Exercise requirements: Print the data in full, exactly as it reads.

Supplied data:
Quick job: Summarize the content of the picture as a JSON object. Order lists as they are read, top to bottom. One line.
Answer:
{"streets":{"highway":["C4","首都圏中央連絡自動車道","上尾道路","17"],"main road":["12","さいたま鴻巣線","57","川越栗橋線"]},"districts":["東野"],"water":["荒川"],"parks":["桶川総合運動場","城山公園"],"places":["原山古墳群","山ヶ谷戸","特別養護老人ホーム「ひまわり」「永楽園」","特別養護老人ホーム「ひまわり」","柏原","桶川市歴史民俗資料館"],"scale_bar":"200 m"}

Solution:
Quick job: Summarize the content of the picture as a JSON object. Order lists as they are read, top to bottom. One line.
Answer:
{"streets":{"highway":["C4","首都圏中央連絡自動車道","上尾道路","17"],"main road":["12","さいたま鴻巣線","57","川越栗橋線"]},"districts":["東野"],"water":["荒川"],"parks":["桶川総合運動場","城山公園"],"places":["原山古墳群","山ヶ谷戸","特別養護老人ホーム「ひまわり」「永楽園」","特別養護老人ホーム「ひまわり」","柏原","桶川市歴史民俗資料館"],"scale_bar":"200 m"}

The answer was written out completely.